The Death of Che Guevara
Page 22
“A strange smell,” Chaco said. I had hoped he wouldn’t hear me. “Doesn’t that panic ponies?”
Fernando nodded gravely towards me. He could hear how seriously upset I was.
“Their silence was severe,” I said. “That’s what I meant about a smell. It was present, palpable. It was as if they were saying that silence. I felt like I was going to die. And now every time this damn truck sways to one side I think it’s about to tip over. I think it’s because there’s nothing I can do about it. I’ve got no control over things. I know that’s crazy.”
“Not that crazy,” Chaco said. I couldn’t see his clown’s face, fortunately, his nervous lips making flickering shapes. “Soto was right about this guy, don’t you think? He’s a maniac racing some phantom no one else can see. And trucks go over all the time, you know. I heard about it in La Paz when I told people at the cafes we were going to take one. And you saw that one we passed with the four little tombstones behind it. They’d already buried the bodies.”

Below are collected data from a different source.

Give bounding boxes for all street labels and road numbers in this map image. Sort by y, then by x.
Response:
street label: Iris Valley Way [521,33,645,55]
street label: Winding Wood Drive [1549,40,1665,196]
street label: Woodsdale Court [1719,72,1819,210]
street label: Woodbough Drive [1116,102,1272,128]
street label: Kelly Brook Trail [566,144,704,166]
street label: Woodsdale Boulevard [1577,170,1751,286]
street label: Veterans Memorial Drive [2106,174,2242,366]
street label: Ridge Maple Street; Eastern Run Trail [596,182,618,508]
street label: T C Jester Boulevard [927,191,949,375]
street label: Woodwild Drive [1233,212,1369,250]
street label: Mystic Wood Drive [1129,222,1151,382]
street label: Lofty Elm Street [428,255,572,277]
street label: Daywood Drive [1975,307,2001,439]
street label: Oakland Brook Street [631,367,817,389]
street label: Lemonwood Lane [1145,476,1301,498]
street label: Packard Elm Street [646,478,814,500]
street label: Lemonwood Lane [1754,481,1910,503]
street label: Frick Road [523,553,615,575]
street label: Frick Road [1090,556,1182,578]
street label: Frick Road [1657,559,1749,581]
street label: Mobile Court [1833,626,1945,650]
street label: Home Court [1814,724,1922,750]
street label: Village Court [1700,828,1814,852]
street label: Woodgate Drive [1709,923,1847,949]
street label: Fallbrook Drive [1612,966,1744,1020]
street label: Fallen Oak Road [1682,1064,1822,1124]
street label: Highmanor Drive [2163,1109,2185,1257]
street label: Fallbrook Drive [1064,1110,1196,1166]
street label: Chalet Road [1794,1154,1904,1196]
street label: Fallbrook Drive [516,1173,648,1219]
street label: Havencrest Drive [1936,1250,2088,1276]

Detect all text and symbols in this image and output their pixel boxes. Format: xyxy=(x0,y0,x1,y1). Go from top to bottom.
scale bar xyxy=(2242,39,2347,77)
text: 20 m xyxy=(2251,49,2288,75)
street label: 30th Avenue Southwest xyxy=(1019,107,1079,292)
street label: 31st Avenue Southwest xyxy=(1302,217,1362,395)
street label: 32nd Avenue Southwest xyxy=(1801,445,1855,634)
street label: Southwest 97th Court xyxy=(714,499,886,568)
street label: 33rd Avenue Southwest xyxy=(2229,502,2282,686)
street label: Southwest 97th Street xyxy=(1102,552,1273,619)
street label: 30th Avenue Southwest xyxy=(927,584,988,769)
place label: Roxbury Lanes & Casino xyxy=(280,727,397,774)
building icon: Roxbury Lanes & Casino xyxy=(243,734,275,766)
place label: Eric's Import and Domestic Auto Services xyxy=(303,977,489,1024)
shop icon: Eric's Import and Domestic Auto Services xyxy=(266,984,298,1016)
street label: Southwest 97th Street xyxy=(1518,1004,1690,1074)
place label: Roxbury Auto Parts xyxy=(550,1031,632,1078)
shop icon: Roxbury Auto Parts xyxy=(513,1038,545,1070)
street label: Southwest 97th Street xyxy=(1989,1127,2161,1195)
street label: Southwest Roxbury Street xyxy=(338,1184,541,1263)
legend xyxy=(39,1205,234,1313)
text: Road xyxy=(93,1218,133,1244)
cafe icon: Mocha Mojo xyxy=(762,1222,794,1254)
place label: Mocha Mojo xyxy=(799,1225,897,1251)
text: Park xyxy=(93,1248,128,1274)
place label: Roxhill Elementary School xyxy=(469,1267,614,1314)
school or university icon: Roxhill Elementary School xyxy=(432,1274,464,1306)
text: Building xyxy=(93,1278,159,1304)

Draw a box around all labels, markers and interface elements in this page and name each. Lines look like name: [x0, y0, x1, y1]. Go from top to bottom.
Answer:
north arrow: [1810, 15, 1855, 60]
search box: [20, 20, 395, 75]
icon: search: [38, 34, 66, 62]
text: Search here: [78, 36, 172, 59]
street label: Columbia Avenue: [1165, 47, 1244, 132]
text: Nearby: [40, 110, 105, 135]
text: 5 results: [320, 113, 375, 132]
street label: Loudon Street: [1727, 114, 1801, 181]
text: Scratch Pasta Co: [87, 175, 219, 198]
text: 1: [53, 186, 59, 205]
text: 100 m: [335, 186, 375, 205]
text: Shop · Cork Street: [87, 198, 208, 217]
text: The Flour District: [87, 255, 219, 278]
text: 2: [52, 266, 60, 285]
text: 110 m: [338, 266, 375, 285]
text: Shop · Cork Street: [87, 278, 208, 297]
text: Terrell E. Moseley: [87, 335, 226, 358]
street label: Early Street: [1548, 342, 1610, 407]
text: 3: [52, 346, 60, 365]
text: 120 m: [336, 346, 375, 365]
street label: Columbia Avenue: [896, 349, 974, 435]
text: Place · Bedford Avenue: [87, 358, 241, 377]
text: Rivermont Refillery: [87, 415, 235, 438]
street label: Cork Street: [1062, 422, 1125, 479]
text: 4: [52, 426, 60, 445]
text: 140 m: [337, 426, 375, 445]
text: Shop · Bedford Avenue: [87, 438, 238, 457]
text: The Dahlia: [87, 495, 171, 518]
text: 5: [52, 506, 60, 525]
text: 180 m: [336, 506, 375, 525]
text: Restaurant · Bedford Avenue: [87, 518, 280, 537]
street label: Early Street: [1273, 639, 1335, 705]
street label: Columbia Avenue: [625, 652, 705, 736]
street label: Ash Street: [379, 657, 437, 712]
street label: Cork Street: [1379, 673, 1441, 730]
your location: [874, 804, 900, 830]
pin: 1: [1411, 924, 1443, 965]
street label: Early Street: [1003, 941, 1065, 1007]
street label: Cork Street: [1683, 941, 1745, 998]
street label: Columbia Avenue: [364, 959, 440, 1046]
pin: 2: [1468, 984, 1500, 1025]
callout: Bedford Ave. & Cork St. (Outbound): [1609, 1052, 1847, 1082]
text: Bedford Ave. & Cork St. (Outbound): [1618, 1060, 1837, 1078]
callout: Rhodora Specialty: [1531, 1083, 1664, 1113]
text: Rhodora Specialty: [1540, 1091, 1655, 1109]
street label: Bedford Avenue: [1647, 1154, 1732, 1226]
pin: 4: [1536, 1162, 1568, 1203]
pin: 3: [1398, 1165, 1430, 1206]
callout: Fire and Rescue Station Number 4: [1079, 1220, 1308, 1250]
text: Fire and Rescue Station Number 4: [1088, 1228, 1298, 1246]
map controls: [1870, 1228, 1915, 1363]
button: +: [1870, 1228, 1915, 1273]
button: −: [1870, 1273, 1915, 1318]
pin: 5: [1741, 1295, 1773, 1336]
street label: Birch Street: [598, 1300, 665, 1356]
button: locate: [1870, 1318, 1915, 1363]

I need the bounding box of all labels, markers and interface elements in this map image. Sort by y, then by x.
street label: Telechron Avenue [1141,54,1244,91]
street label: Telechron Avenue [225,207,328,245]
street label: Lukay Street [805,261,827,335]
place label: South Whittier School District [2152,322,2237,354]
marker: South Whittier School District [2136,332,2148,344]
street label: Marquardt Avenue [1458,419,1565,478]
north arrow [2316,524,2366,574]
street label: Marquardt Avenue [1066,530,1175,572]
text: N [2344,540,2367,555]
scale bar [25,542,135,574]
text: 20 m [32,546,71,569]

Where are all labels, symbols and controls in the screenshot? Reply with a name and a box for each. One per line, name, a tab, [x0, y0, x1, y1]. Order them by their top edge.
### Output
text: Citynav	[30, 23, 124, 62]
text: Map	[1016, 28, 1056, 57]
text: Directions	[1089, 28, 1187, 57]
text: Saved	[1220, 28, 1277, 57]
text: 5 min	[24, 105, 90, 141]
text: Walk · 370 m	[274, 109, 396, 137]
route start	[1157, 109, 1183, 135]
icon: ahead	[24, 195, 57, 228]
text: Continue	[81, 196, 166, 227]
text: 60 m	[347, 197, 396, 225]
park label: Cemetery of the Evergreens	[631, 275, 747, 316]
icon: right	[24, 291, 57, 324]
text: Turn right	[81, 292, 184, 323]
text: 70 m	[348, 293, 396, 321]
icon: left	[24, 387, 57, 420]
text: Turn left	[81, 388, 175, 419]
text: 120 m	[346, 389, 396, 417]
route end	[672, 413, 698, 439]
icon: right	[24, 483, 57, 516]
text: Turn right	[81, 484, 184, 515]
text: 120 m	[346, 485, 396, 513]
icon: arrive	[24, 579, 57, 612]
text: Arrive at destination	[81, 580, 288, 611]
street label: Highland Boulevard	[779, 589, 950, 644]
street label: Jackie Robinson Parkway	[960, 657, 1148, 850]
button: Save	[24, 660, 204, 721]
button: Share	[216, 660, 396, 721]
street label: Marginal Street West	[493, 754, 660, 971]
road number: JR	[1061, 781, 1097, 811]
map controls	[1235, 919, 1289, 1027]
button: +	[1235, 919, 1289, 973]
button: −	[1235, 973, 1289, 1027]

“Shut up Chaco.” Fernando spoke on my behalf, across my body.
But Chaco had more to say. “Guevara’s a funny guy.” (Was I dead? They spoke for me. They spoke about me.) “Shooting off his mouth to guys who might have us shot doesn’t scare him. Trucks scare him. Trucks don’t scare me anymore, Fernando. He scares me.” He pointed his bony finger at my nose. “He wants us all to die—as a sign of our nobility. I think it would be safer, for his friends anyway, if instead of being nonviolent he just took out a pistol and shot the people he didn’t like.”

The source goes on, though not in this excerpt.